On the opposite hand, competition in the home is set to uncover fierce, with unique electric automobile originate up-united statesand established auto companies bringing a flood of battery-electric automobiles to market between 2021 and 2023. Other originate up-united statesare serious about teach aspects of automobile tech, cherish Hyliion‘s electric drivetrains and Velodyne‘s lidar expertise for self reliant riding. 

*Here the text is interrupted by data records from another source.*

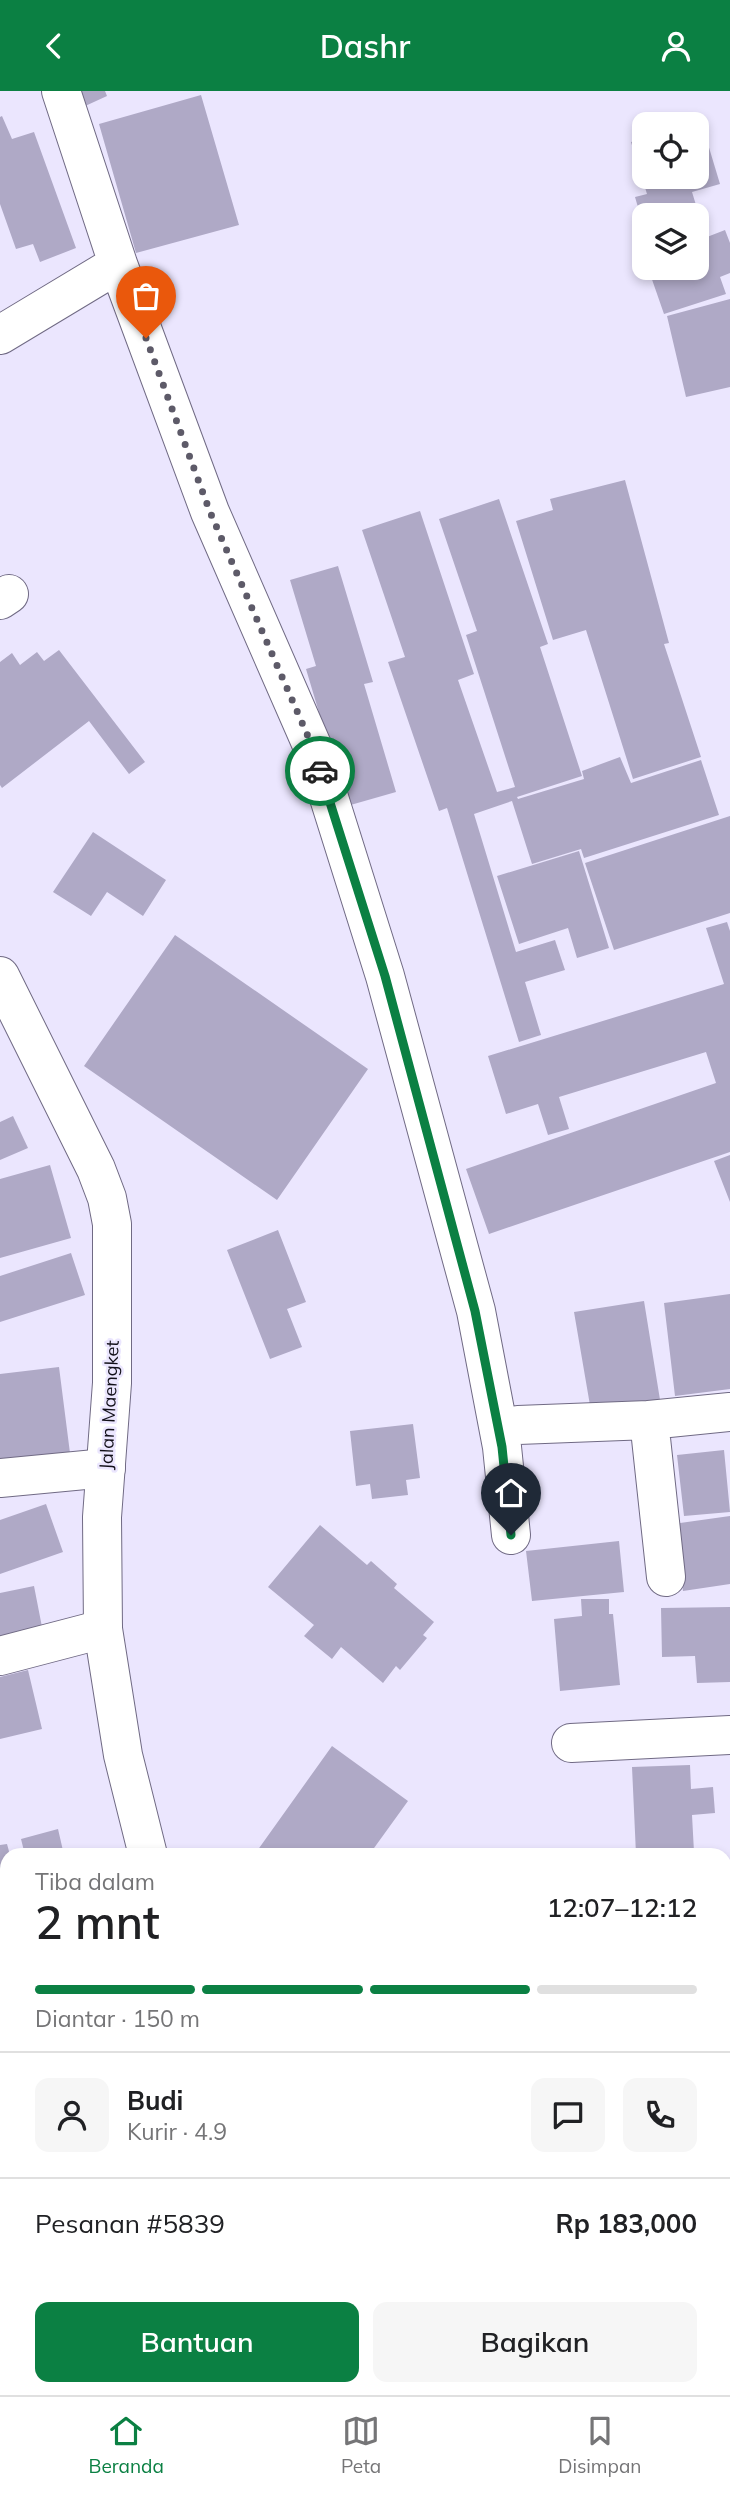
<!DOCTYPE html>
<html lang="id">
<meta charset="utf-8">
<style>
:root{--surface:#fff;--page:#f6f6f6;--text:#202124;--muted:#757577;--line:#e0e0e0;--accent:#0b8043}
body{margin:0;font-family:Mulish,sans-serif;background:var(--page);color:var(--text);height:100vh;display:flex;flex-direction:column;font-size:26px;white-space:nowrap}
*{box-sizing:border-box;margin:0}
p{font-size:23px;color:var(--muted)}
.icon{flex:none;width:38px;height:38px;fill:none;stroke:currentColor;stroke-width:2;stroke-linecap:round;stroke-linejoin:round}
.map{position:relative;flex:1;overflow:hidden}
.drawer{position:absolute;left:0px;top:1757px;width:732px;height:548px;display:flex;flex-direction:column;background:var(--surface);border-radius:21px 21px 0 0;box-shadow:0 4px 10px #0003}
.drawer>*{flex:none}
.tools{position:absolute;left:632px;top:21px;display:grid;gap:14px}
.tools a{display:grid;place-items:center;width:77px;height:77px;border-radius:14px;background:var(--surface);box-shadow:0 4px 10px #0003;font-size:35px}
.pin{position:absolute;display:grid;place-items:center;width:60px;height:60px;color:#fff;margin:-72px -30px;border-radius:50% 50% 50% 0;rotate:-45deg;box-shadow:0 0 7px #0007}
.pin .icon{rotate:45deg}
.courier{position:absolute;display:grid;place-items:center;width:70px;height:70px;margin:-35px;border:5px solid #0b8043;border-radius:50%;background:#fff;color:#222;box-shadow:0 2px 9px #0007}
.headline em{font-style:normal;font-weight:600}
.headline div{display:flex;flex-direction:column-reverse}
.headline{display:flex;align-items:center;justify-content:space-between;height:119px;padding:0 35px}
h1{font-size:46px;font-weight:600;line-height:52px}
.bar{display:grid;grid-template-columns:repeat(4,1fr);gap:10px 7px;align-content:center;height:84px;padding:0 35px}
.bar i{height:9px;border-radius:5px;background:var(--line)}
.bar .selected{background:var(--accent)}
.bar p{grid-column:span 4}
.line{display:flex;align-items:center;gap:18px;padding:0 35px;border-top:2px solid var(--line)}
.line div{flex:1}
.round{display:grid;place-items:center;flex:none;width:74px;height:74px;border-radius:14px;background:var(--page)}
.button{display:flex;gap:14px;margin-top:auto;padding:14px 35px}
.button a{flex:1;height:80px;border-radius:14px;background:var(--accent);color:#fff;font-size:28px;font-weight:600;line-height:80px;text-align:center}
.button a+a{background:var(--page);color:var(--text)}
header{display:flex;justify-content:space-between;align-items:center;height:91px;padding:0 35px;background:var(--accent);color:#fff;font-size:32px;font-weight:600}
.tabs{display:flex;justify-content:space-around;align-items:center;height:98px;border-top:2px solid var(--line);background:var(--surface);font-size:19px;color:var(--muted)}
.tabs a{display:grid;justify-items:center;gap:4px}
.tabs .selected{color:var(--accent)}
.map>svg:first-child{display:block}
.building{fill:#afa9c6}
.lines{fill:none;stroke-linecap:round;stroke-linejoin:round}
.lane-casing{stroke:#706a84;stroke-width:21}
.street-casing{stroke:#706a84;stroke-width:40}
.secondary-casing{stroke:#706a84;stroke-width:40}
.lane{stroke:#fff;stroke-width:19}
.street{stroke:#fff;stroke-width:38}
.secondary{stroke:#fff;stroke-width:38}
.done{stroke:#5d5a68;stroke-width:7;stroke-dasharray:0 12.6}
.route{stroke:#0b8043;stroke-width:9}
.labels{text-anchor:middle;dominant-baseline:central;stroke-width:5;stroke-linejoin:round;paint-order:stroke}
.street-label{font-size:18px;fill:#110f18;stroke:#ebe6fe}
</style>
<header><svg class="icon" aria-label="back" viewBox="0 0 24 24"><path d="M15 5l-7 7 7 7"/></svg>Dashr<svg class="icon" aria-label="person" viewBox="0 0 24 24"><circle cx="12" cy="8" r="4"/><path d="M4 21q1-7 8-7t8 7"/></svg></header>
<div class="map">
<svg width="730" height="2304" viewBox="0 0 730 2304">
<rect width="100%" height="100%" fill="#ebe6fe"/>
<path class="building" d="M75 0H105L107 5 83 16Z
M201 4 239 134 136 162 99 33Z
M2 25 12 48 34 41 76 157 40 171 33 153 16 158 0 113V26Z
M701 30 720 93 692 101 696 114 663 124H644V130H642L635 106 647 103 631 51 644 47V86H696V32Z
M696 118 707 146 725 139 730 152V182L720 186 726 203 664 223 648 177H696V124H691L696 122Z
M730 208V296L686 306 667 225Z
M625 389 669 552 664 553 701 666 633 688 586 539 553 549 516 430 553 419 550 408Z
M499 408 548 553 540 556 582 685 517 706 518 708 584 688 582 680 620 666 631 692 701 669 719 724 584 767 581 758 532 773 512 710 474 723 516 861 555 849 565 879 525 891 541 944 519 951 447 717 439 720 388 571 405 566 362 439 420 420 474 583 458 589 497 701 515 696 466 544 477 540 439 428Z
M338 475 373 591 364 593 396 701 347 715 306 578 316 575 290 489Z
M59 559 145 671 129 683 89 630 2 697 0 694V571L12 562 20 574 37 561 44 570Z
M730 725V822L614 859 585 772Z
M93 741 166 789 143 825 107 801 91 825 53 801Z
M579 760 609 857 577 867 568 837 519 853 497 785Z
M727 831 730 840V1061L489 1143 466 1078 716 992 706 961 559 1006 569 1038 548 1044 538 1013 506 1023 488 965 724 893 706 837Z
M175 844 368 978 277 1109 84 975Z
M13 1025 28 1057 0 1069V1031Z
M730 1064V1111L714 1070Z
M50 1074 71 1147 0 1167V1088Z
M278 1139 306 1211 287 1218 302 1256 270 1268 227 1159Z
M71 1162 85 1204 0 1231V1185Z
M730 1203V1298L675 1305 664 1212Z
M644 1210 661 1315 592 1326 574 1221Z
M59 1276 71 1370 0 1378V1283Z
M413 1333 420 1387 406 1389 408 1404 372 1408 370 1393 356 1395 350 1340Z
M724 1359 730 1421 684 1425 677 1364Z
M46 1413 63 1461 0 1483V1429Z
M730 1425V1493L683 1500 673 1433Z
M320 1434 367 1474 371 1470 397 1493 394 1497 434 1531 423 1544 427 1547 400 1579 396 1575 383 1592 341 1556 332 1568 304 1545 314 1534 268 1496Z
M619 1450 624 1501 532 1510 526 1460Z
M34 1495 42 1536 0 1545V1502Z
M581 1508H609V1523H613L620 1594 560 1600 554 1528 582 1525Z
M730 1516V1591L697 1592 695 1565 662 1566 661 1517Z
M28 1579 42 1638 0 1648V1586Z
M332 1655 408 1710 369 1764H263L257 1760Z
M690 1674 691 1698 713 1696 715 1722 692 1724 694 1761 636 1763 632 1676Z
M58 1738 64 1764H25L21 1748Z
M7 1753 10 1764H7V1814L0 1816V1754Z
M724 1790H730V1892H724Z
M0 1970 7 1971V2039H0Z
M724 2082H730V2118H724Z
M390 2298H442L447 2304H391Z
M501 2298H552L549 2304H497Z"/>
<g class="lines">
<defs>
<path id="lane" d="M314 2304 319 2298
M647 2304 649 2298"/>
<path id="street" d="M61 0 118 173 210 421 314 659 385 885 476 1220 502 1356 511 1444
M0 244 118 173
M0 509 9 503
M518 1334 649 1329
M0 1387 106 1377
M666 1486 649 1329 730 1321
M0 1565 103 1538
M571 1652 730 1644
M724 1944H730"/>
<path id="secondary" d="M0 885 96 1078 107 1107 112 1133V1292L102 1426 103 1538 123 1664 148 1764
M149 2304V2298"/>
</defs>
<use href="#lane" class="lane-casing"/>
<use href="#street" class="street-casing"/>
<use href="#secondary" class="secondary-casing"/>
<use href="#lane" class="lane"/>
<use href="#street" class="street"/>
<use href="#secondary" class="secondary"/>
</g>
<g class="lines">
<path class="done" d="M146 247 210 421 314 659 320 680"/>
<path class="route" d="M320 680 385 885 475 1220 502 1356 511 1444"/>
</g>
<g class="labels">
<g class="street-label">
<text transform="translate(109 1314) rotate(-87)">Jalan Maengket</text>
</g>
</g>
</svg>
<div class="tools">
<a><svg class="icon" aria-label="locate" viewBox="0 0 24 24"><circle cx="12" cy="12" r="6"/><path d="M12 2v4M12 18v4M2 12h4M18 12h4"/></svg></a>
<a><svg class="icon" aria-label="layers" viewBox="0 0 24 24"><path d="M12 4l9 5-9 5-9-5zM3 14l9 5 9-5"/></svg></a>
</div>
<div class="pin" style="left:146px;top:247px;background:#ea580c"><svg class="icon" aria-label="bag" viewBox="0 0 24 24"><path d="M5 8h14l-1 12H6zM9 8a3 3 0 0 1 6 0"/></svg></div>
<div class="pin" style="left:511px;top:1444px;background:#1f2937"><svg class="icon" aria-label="home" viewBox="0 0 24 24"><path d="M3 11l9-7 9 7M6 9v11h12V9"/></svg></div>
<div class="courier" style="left:320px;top:680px"><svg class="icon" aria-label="car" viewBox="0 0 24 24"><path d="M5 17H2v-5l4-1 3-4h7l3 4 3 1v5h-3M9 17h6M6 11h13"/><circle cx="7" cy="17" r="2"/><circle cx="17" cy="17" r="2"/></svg></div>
<section class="drawer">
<div class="headline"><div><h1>2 mnt</h1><p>Tiba dalam</p></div><em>12:07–12:12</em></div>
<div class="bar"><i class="selected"></i><i class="selected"></i><i class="selected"></i><i></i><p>Diantar · 150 m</p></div>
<div class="line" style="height:126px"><a class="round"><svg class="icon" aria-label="person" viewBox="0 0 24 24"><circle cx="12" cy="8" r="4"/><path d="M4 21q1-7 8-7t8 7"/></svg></a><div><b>Budi</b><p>Kurir · 4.9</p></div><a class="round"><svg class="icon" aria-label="chat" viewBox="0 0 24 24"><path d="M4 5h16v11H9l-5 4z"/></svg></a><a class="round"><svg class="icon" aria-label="phone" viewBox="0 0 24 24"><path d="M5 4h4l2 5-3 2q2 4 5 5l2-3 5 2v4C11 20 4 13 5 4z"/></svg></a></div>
<div class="line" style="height:91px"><div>Pesanan #5839</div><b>Rp 183,000</b></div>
<div class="button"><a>Bantuan</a><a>Bagikan</a></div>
</section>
</div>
<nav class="tabs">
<a class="selected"><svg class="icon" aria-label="home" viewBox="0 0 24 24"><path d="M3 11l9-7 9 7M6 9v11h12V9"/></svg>Beranda</a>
<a><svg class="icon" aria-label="map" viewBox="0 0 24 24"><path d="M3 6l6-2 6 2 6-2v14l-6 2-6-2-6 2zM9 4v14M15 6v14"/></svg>Peta</a>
<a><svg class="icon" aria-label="saved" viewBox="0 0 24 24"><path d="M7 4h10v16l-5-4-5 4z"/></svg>Disimpan</a>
</nav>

Tesla, though, has a wild card in the build of its non-car companies, Picture voltaic Roof photovoltaic shingles and Powerwall and Megacell vitality storage expertise. Neither one is for the time being making important contributions to Tesla’s backside line, but every is presumably a important supply of profits down the road, searching on how things shake out.

The verdict

Tesla’s clearly no good deal, and looks to be richly valued. Whether you watched it’s overvalued relies on what form of enhance you search info from to take a examine in Tesla’s automobile gross sales, its technological advances, and gross sales and trend of the firm’s non-automobile merchandise. 

I tried to sport out the probability of a gigantic selection of enhance scenarios and gave up; there are reliable too many variables in this snappily-provocative substitute. On the opposite hand, Tesla’s enhance doable potentially earns it a greater valuation than a legacy automobile firm. That acknowledged, a lot of enhance looks to be priced into the stock, which has had an inclination not to transfer in tandem with the firm’s fundamentals.

Backside line: payment investors might perhaps silent potentially steer sure, and even enhance investors must undergo in thoughts that things might perhaps not crawl per idea.

John Bromels owns shares of BMW, NVIDIA, and Tesla. The Motley Fool owns shares of and recommends NVIDIA, Shopify, Tesla, and Zoom video Communications. The Motley Fool recommends BMW. The Motley Fool has a disclosure policy.